◆ Provided material ◆
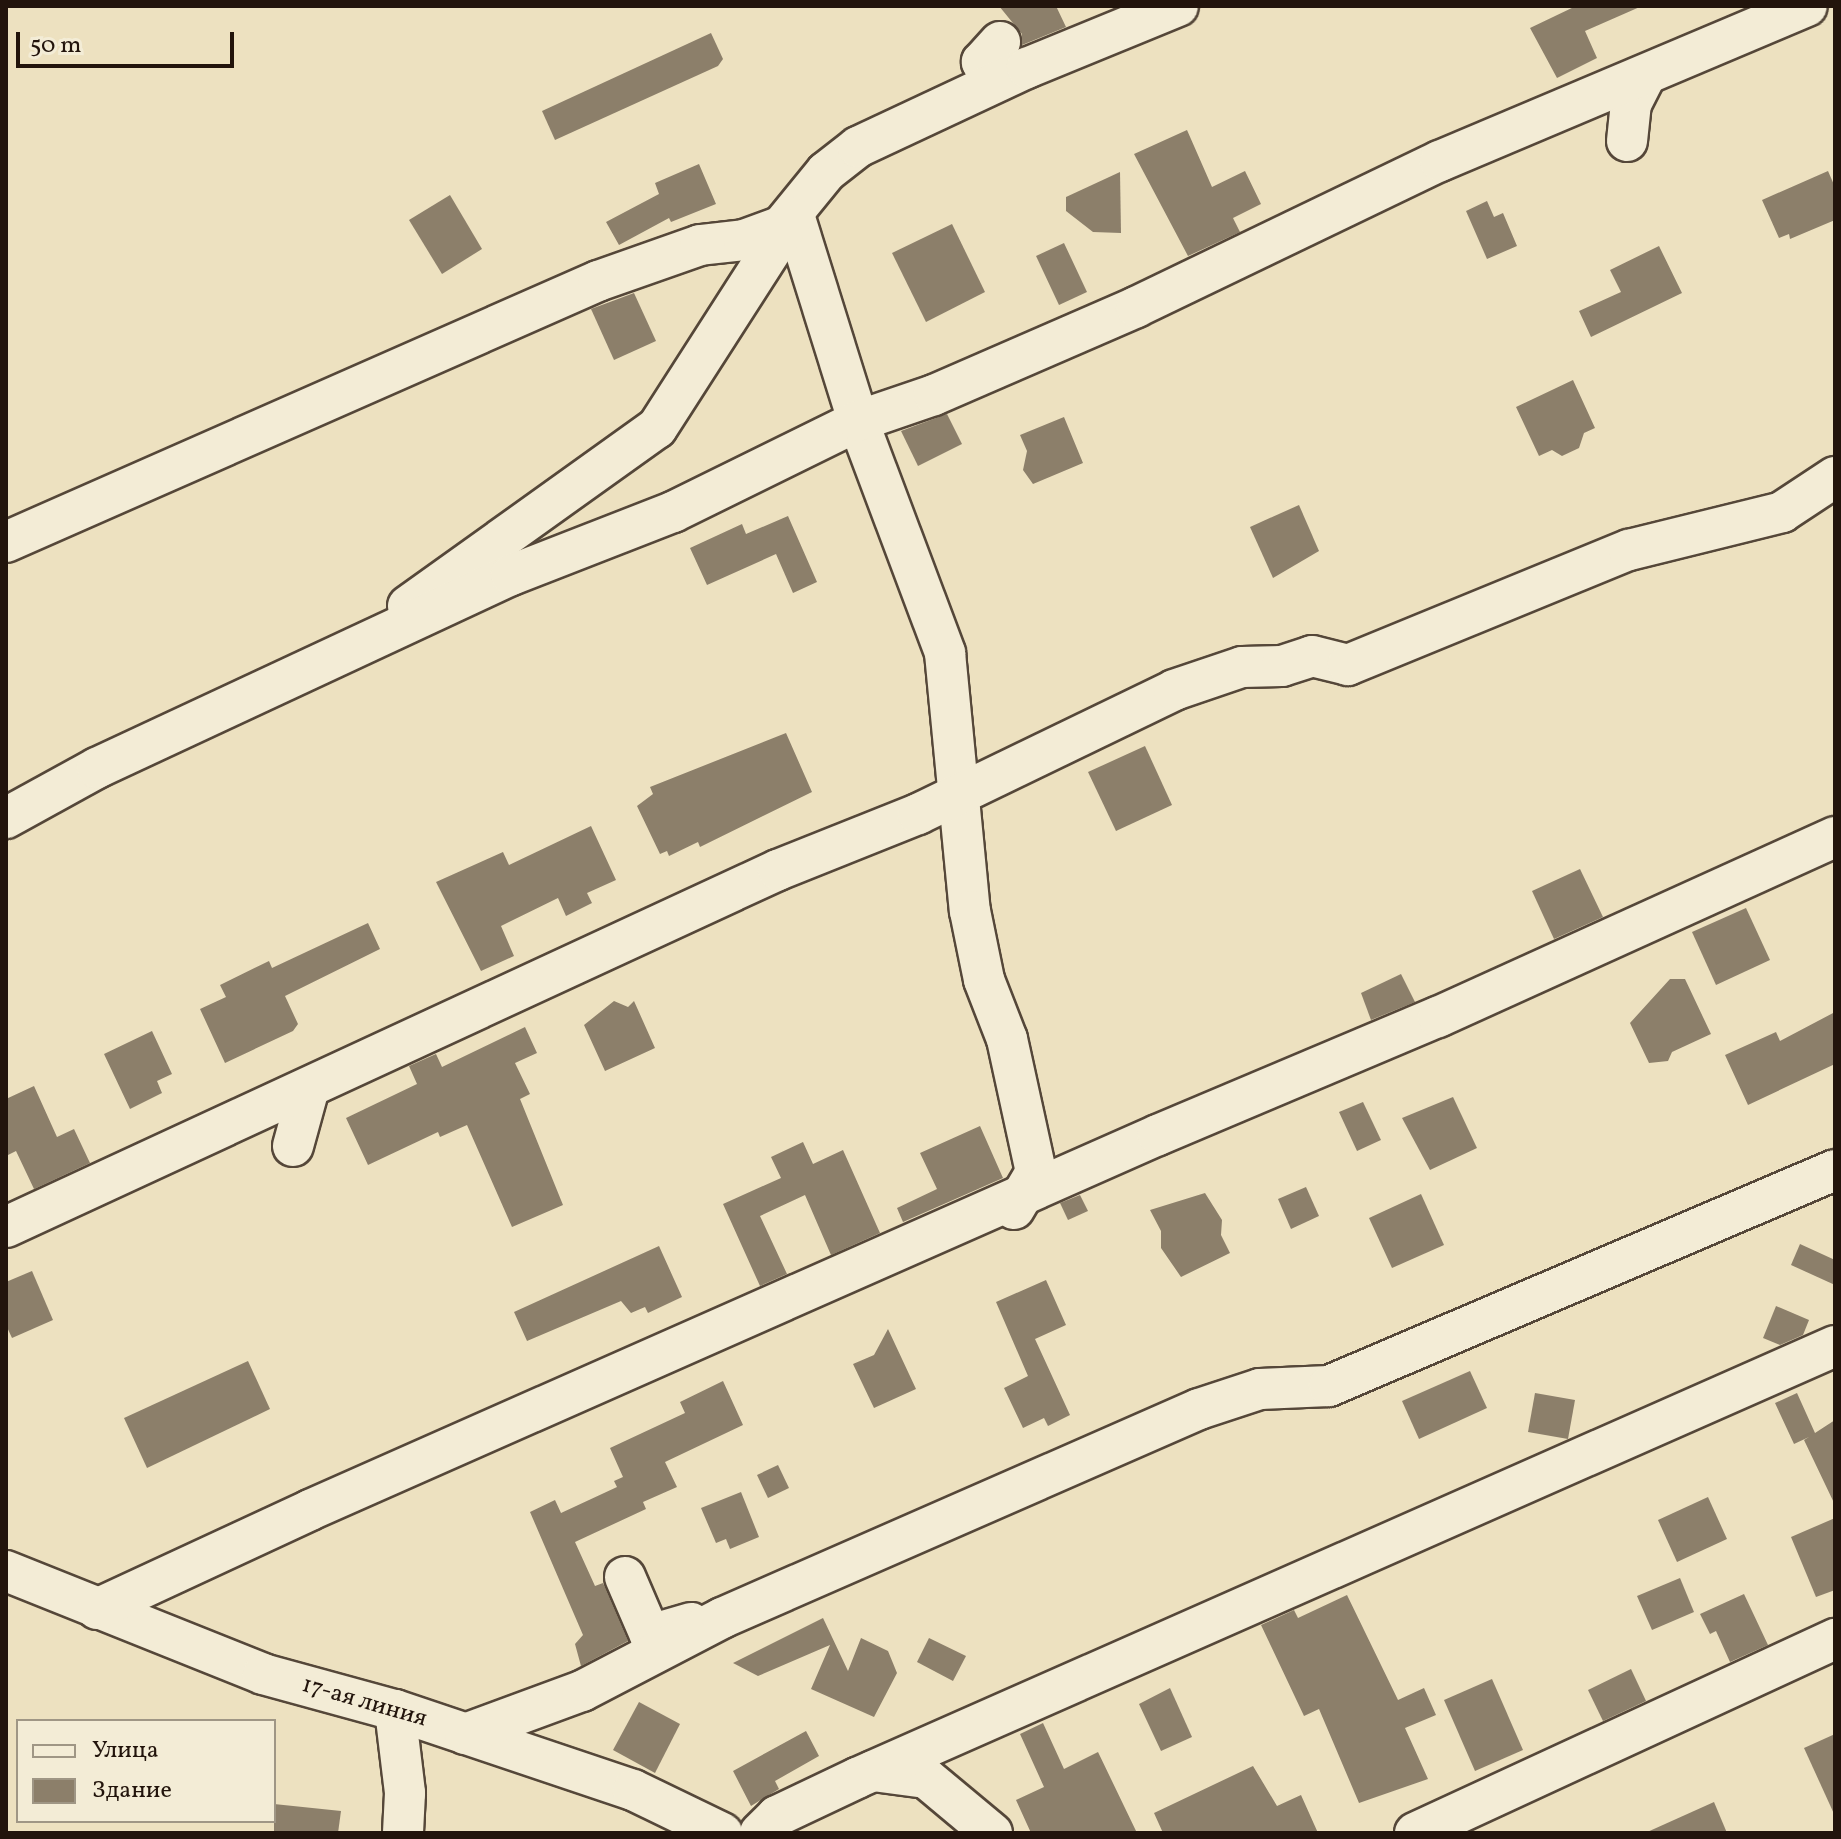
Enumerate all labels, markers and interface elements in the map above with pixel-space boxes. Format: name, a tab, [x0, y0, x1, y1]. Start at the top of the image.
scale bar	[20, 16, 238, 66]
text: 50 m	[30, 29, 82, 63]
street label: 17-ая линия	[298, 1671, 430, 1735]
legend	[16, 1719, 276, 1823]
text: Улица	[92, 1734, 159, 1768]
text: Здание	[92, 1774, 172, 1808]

◆ Problem to work on ◆
Leaving out only the pictures, return the material above unchanged.

◆ Solved exercise ◆
Enumerate all labels, markers and interface elements in the map above with pixel-space boxes. Format: name, a tab, [x0, y0, x1, y1]. Start at the top of the image.
scale bar	[20, 16, 238, 66]
text: 50 m	[30, 29, 82, 63]
street label: 17-ая линия	[298, 1671, 430, 1735]
legend	[16, 1719, 276, 1823]
text: Улица	[92, 1734, 159, 1768]
text: Здание	[92, 1774, 172, 1808]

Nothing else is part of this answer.